▶ _About this exercise_: Pick out each line of the records that includes the string "compass", and copy it.

*****

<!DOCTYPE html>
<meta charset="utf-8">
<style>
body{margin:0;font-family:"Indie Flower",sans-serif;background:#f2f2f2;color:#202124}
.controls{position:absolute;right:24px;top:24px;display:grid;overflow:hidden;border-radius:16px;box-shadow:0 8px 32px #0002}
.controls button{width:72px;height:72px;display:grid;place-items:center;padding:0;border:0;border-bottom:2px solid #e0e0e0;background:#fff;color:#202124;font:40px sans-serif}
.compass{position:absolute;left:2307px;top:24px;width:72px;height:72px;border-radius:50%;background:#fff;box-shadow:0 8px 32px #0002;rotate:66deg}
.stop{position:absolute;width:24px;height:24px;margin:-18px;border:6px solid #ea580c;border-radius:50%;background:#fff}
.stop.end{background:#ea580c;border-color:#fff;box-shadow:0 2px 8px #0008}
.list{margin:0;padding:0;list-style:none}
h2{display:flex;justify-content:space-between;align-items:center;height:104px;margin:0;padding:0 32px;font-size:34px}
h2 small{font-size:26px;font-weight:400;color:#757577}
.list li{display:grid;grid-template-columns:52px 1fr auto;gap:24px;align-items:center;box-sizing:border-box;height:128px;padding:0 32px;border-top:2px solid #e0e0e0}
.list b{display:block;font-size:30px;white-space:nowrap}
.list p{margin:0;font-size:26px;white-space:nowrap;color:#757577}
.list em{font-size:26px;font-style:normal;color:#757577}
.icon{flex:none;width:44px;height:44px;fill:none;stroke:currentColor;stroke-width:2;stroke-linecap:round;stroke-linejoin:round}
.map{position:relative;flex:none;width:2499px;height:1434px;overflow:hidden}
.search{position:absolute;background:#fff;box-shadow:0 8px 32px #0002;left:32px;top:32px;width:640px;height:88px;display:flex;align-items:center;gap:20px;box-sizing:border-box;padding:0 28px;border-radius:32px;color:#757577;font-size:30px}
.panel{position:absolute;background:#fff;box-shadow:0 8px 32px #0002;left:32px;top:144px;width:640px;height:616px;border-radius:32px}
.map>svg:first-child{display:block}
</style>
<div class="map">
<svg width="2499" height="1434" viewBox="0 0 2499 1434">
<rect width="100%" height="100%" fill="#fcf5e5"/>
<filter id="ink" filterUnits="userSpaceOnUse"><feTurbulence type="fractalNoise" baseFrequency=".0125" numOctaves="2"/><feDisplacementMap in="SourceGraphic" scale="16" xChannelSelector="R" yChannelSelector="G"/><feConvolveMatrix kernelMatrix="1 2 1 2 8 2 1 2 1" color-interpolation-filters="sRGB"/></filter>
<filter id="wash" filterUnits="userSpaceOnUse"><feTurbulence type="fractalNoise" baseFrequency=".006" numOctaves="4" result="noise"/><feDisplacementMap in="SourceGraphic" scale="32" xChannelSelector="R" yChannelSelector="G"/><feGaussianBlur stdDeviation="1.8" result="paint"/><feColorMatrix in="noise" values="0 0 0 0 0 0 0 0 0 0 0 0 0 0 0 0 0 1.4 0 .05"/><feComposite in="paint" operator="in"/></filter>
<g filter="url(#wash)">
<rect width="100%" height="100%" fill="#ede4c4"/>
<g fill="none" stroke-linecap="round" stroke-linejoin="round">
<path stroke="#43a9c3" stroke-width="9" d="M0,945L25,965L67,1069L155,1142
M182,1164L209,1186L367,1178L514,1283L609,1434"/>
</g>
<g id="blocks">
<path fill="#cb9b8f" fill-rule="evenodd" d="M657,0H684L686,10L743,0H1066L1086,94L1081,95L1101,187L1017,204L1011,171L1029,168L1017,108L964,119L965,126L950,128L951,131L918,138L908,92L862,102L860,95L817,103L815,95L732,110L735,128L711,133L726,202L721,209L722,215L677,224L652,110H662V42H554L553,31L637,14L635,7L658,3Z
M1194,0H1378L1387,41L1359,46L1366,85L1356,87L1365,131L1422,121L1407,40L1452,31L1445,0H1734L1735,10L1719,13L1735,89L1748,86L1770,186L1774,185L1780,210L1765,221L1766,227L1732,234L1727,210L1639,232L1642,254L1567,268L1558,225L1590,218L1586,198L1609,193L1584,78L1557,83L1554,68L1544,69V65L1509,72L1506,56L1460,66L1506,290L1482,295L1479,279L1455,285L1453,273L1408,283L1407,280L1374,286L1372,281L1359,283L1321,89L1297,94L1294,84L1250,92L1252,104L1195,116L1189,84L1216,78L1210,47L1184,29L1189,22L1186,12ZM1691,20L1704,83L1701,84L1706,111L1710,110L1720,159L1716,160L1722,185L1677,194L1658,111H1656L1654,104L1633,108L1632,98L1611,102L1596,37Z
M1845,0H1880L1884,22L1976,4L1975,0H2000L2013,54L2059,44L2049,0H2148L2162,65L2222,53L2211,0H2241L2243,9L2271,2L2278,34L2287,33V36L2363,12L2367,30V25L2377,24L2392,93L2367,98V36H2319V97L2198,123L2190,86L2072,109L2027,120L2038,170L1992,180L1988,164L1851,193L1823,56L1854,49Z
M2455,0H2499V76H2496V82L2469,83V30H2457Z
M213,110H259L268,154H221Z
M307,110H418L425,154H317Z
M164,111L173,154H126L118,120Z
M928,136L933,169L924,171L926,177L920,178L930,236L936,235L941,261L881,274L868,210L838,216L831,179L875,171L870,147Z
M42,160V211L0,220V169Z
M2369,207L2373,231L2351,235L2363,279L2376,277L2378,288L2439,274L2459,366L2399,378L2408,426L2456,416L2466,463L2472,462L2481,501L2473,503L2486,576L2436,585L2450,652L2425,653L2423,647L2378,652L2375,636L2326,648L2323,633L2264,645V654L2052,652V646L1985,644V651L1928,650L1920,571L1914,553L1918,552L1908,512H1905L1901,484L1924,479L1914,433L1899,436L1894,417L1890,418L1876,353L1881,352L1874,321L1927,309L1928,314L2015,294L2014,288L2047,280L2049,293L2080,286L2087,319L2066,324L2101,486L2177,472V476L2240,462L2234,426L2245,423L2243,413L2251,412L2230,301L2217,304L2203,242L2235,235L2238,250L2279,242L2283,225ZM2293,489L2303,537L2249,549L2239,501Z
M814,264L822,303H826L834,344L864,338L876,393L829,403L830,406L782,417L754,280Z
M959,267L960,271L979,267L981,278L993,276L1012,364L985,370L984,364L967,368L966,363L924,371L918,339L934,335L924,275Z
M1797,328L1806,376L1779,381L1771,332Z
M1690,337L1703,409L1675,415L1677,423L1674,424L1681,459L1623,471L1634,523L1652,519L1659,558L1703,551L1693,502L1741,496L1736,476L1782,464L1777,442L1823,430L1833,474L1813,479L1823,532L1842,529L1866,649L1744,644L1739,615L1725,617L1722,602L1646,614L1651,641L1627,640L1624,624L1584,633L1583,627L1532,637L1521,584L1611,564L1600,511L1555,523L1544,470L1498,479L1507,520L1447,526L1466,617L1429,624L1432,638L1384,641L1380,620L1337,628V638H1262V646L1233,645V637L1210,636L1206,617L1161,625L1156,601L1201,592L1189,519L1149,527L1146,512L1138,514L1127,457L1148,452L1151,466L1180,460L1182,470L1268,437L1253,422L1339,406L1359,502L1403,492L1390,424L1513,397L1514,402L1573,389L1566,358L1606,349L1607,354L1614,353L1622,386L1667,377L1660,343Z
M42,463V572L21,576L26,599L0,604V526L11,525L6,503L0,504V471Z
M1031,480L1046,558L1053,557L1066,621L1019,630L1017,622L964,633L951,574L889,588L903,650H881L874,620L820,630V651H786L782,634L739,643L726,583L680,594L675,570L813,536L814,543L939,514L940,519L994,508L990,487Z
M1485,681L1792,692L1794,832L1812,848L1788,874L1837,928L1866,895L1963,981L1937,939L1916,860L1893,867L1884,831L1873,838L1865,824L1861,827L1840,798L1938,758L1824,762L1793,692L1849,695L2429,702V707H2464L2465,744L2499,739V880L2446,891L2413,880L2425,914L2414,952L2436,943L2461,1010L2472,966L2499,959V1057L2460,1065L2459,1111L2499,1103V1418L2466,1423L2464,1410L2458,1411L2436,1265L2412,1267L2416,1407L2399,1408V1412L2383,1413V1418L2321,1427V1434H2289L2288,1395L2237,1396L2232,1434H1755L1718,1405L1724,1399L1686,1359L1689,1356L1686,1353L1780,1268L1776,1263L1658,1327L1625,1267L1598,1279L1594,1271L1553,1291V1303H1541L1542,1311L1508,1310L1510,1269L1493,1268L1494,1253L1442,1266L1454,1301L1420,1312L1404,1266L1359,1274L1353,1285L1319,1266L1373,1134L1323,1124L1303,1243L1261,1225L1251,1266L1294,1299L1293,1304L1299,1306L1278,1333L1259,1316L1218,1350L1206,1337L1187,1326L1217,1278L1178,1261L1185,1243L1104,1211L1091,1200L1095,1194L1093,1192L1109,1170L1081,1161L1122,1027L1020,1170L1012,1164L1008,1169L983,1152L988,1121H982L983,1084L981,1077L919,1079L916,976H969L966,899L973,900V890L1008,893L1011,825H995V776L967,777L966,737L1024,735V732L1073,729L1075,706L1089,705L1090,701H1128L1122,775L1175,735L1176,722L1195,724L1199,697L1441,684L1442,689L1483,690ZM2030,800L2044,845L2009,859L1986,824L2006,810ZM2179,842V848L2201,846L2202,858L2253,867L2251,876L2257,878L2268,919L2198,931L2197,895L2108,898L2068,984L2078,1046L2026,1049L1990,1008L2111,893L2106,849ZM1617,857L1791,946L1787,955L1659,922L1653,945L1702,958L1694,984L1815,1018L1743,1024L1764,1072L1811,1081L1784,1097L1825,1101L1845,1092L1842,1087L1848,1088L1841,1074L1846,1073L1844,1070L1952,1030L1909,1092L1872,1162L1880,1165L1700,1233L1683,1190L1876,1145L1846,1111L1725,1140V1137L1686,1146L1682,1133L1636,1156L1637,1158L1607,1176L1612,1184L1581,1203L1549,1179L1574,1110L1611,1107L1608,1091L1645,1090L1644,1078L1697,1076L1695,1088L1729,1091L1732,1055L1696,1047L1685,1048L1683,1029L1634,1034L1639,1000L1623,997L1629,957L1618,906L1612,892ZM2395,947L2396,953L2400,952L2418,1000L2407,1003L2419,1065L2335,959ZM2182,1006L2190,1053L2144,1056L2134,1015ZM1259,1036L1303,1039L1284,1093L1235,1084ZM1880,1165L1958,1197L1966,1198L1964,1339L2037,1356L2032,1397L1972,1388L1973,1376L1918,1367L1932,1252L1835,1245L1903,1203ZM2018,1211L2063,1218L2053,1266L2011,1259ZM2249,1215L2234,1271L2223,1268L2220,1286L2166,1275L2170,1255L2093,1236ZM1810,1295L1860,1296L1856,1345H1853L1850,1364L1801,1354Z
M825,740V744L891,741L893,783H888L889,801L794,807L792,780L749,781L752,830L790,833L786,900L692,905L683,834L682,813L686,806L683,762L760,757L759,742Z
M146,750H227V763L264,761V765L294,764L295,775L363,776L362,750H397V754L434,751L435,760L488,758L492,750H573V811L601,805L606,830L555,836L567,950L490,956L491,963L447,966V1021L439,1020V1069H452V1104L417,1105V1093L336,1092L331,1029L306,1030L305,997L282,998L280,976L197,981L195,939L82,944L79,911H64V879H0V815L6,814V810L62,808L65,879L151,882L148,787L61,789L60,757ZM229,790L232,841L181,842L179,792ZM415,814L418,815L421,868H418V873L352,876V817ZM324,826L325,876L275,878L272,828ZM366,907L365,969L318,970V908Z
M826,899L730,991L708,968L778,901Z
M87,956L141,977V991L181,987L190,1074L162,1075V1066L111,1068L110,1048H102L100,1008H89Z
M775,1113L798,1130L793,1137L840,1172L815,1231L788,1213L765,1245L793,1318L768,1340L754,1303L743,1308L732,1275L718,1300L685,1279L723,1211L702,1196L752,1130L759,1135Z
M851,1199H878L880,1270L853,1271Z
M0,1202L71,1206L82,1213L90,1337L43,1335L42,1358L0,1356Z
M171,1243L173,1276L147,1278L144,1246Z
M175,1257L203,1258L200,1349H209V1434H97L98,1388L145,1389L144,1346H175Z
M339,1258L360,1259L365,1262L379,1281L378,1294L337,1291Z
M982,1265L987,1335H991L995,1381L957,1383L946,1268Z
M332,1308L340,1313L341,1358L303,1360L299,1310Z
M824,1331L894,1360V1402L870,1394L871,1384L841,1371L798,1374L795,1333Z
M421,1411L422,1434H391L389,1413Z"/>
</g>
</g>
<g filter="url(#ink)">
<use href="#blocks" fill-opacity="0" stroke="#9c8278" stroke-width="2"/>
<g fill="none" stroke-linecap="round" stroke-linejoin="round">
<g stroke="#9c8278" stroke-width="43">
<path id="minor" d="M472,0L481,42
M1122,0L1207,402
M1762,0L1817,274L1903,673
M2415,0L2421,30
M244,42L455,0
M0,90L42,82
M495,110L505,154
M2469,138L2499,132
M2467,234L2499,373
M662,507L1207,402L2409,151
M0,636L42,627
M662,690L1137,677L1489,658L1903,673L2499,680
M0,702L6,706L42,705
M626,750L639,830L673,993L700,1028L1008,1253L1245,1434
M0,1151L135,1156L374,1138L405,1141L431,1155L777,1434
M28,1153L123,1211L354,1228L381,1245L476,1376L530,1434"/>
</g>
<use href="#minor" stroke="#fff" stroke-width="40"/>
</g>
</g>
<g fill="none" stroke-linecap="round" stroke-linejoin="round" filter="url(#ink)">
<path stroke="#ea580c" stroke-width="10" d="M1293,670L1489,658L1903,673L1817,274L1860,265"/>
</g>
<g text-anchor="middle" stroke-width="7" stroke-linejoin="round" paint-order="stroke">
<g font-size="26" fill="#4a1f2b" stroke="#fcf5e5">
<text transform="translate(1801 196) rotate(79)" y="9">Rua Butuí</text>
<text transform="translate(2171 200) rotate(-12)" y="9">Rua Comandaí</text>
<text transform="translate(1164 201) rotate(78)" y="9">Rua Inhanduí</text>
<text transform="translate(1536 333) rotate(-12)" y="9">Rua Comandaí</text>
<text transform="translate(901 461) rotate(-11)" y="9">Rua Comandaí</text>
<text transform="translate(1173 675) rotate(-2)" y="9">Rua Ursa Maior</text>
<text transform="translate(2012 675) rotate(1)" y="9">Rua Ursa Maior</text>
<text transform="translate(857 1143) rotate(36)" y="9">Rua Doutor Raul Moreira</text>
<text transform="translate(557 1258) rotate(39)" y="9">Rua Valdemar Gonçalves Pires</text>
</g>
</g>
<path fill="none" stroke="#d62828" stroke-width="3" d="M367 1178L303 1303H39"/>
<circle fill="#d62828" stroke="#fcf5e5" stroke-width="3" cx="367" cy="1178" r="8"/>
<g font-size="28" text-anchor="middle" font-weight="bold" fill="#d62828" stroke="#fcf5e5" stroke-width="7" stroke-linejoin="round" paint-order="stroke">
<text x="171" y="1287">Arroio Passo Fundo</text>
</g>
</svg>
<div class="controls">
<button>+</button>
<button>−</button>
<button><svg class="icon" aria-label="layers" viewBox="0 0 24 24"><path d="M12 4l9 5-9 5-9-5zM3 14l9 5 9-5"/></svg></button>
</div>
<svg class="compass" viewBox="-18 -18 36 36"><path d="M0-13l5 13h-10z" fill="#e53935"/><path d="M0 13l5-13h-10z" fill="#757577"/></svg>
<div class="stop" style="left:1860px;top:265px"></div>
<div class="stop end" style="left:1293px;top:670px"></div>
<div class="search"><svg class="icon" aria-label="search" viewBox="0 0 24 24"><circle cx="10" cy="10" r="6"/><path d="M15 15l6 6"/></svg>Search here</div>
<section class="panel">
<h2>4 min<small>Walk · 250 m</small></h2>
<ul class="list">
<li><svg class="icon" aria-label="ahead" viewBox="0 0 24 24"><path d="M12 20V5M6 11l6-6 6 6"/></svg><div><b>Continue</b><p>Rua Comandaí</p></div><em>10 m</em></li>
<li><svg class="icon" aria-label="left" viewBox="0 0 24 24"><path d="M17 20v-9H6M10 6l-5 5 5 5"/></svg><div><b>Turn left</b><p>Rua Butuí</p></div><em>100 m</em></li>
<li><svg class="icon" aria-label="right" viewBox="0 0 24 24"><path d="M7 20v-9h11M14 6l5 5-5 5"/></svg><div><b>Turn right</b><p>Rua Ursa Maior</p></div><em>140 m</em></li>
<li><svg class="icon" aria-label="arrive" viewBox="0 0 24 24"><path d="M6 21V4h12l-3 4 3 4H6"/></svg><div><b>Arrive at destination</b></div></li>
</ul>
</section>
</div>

*****

▶ _Exercise result_:
.compass{position:absolute;left:2307px;top:24px;width:72px;height:72px;border-radius:50%;background:#fff;box-shadow:0 8px 32px #0002;rotate:66deg}
<svg class="compass" viewBox="-18 -18 36 36"><path d="M0-13l5 13h-10z" fill="#e53935"/><path d="M0 13l5-13h-10z" fill="#757577"/></svg>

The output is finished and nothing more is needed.